### Data listing
::::

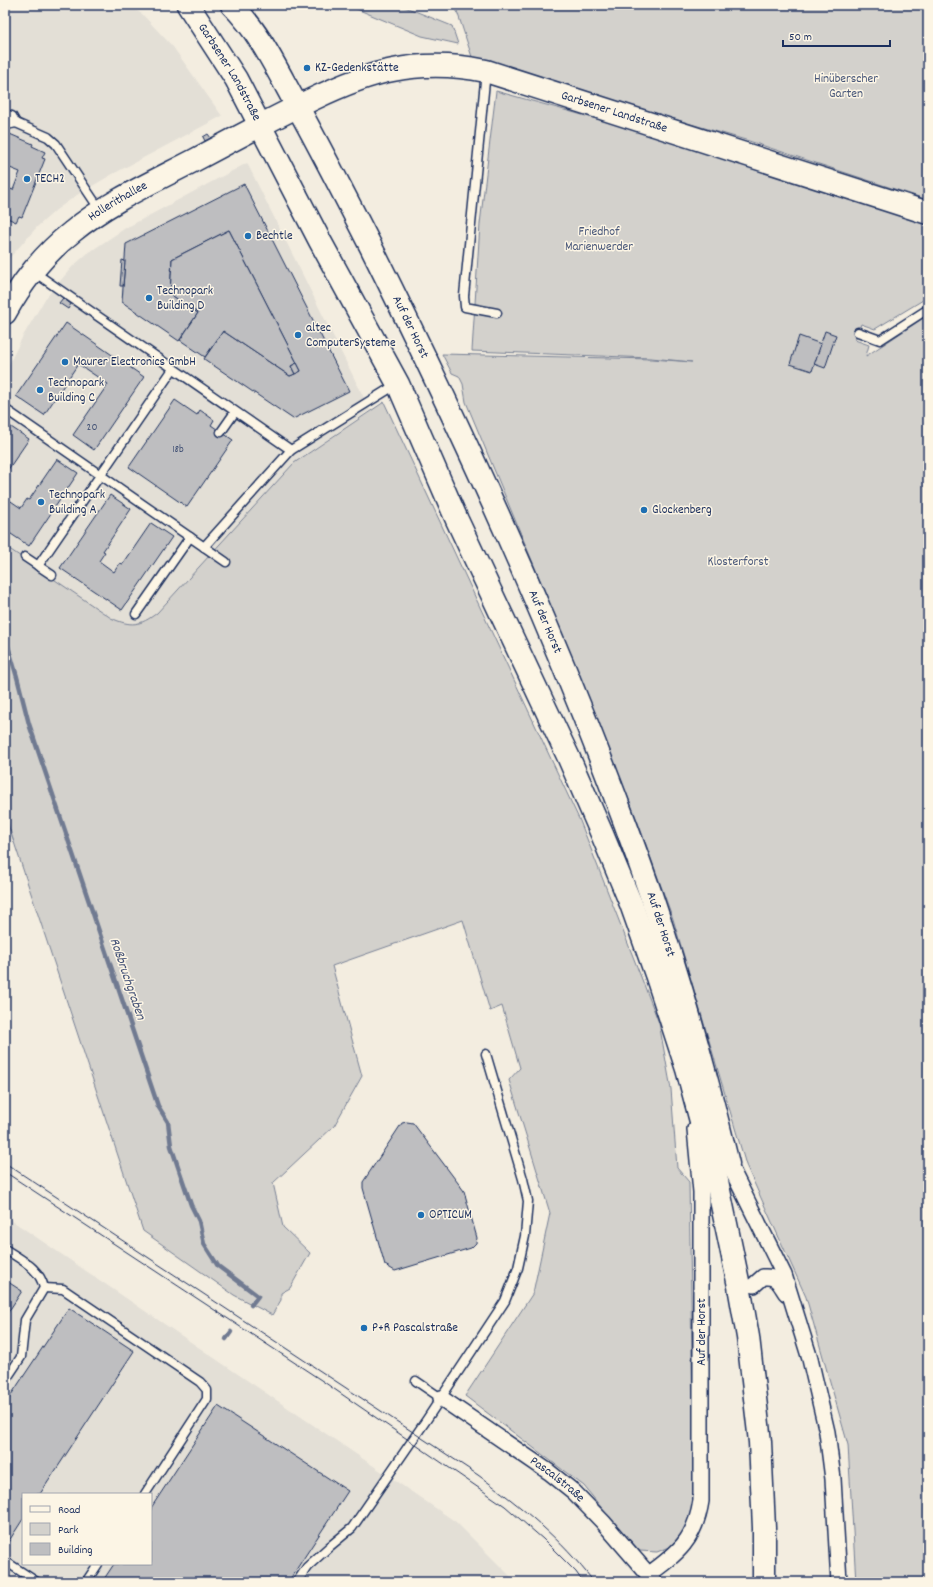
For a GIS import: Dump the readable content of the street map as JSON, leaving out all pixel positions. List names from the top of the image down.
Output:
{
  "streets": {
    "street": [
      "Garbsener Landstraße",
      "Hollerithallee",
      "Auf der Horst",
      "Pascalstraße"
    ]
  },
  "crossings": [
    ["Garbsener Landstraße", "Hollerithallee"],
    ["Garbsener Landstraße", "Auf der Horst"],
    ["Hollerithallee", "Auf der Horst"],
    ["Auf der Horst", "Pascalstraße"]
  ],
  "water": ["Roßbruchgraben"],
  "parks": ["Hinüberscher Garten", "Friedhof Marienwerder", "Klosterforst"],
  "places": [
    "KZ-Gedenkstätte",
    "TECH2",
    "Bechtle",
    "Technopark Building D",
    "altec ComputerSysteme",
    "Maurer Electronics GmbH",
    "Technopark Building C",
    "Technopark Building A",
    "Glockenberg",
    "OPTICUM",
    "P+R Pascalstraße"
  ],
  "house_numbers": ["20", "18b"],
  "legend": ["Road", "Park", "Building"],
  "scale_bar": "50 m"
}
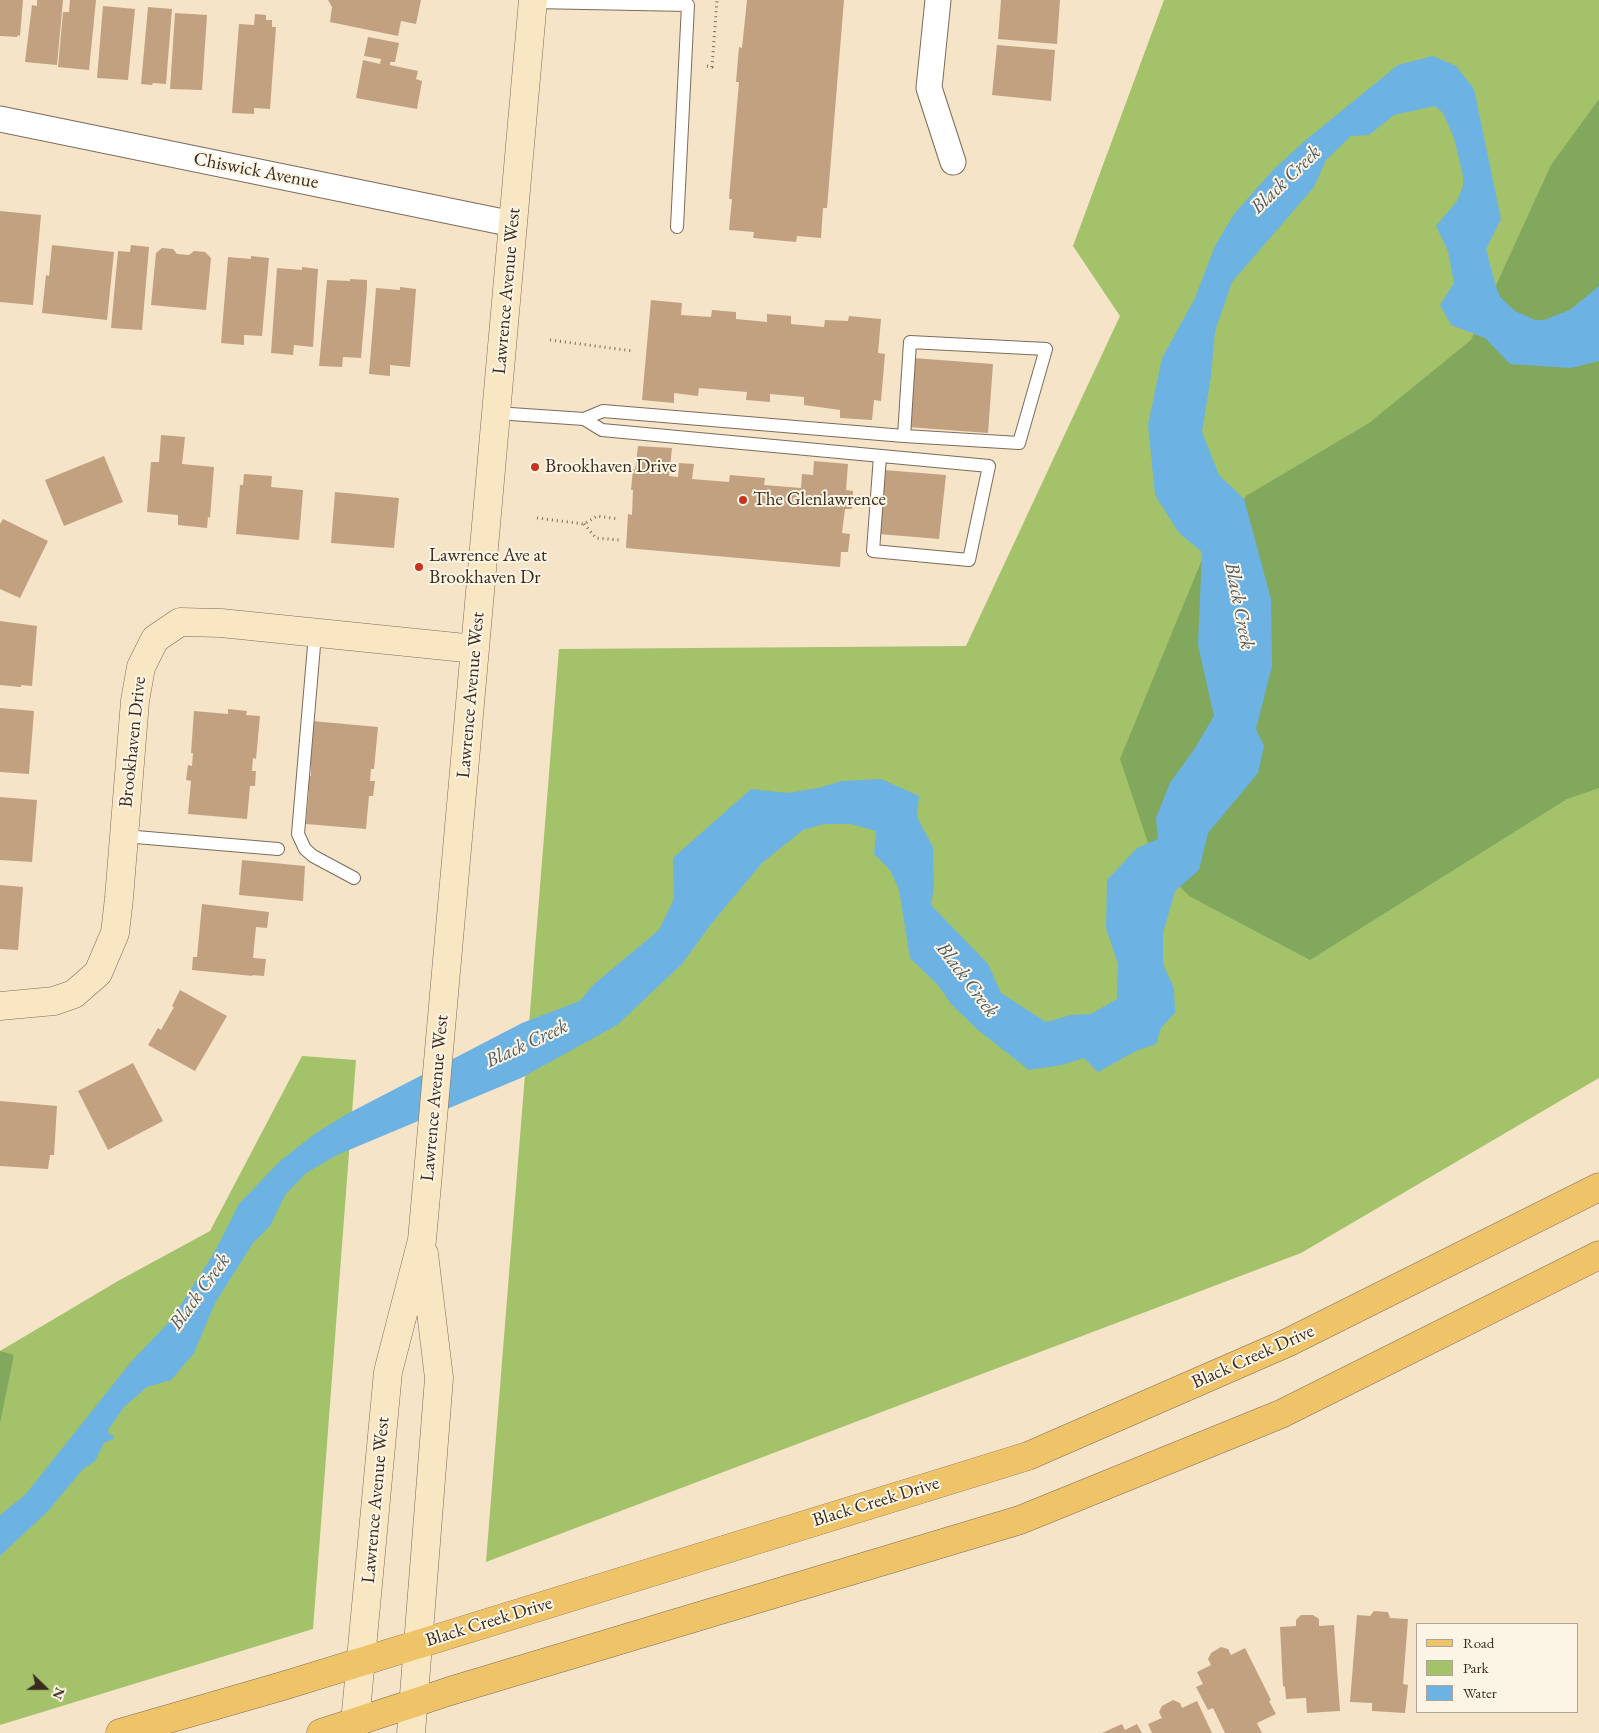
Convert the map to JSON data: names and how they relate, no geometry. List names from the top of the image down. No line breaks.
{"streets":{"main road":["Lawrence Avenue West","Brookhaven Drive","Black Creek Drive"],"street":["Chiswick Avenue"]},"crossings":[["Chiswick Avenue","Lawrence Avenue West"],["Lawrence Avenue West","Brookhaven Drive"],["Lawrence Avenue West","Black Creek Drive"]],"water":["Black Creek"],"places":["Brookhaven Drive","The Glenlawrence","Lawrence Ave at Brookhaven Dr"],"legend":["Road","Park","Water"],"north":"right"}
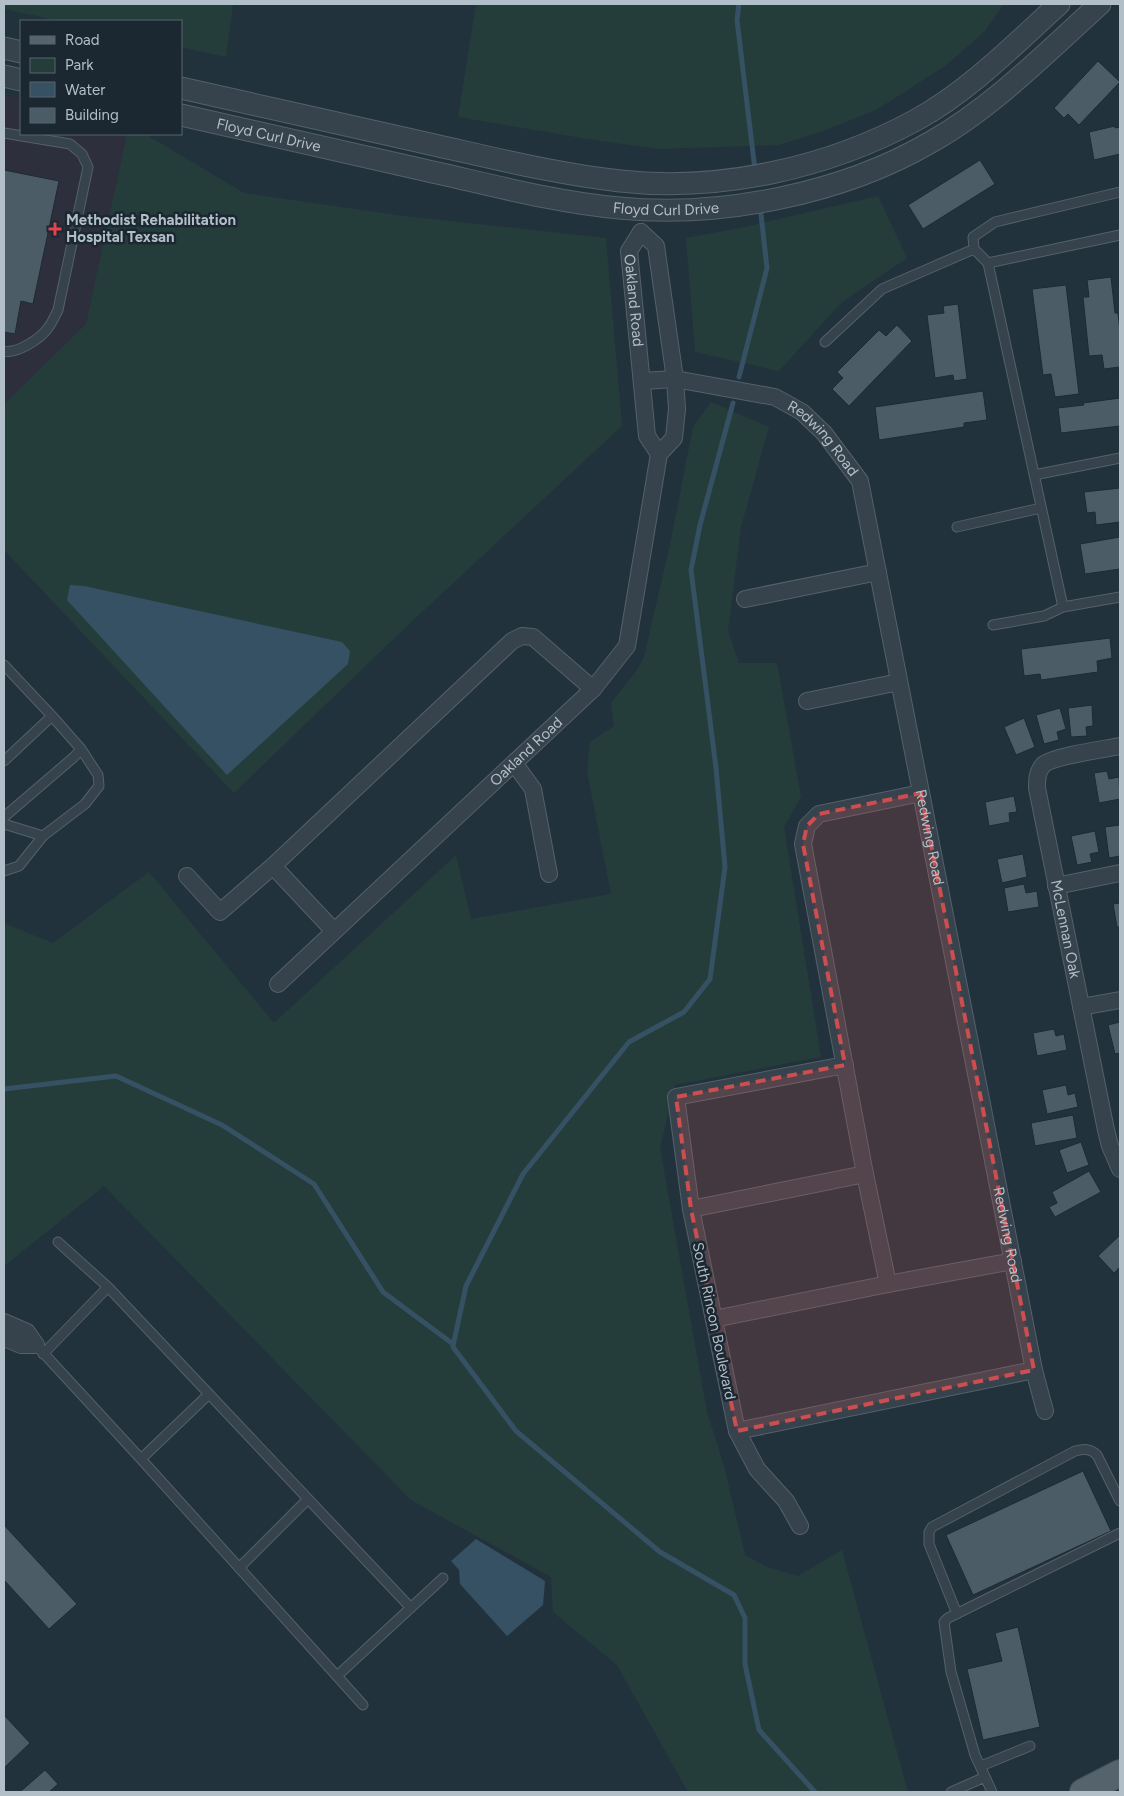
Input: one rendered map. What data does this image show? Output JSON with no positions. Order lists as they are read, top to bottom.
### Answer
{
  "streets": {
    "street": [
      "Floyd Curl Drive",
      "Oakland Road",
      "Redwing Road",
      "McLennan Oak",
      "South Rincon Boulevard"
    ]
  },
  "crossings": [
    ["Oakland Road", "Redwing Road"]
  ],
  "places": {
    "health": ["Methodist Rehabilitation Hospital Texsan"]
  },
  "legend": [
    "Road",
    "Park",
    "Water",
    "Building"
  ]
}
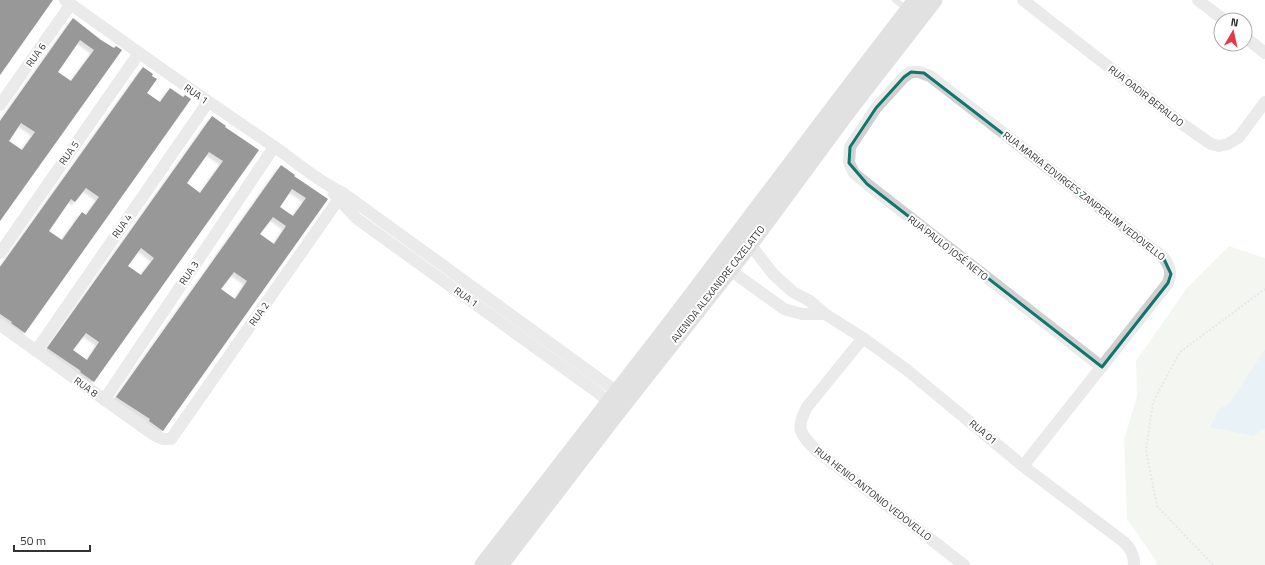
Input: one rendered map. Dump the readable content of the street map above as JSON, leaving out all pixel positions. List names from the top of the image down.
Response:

::::

Each line above that contains the word "content" counts once; give the total and no other text.

### Exercise answer
2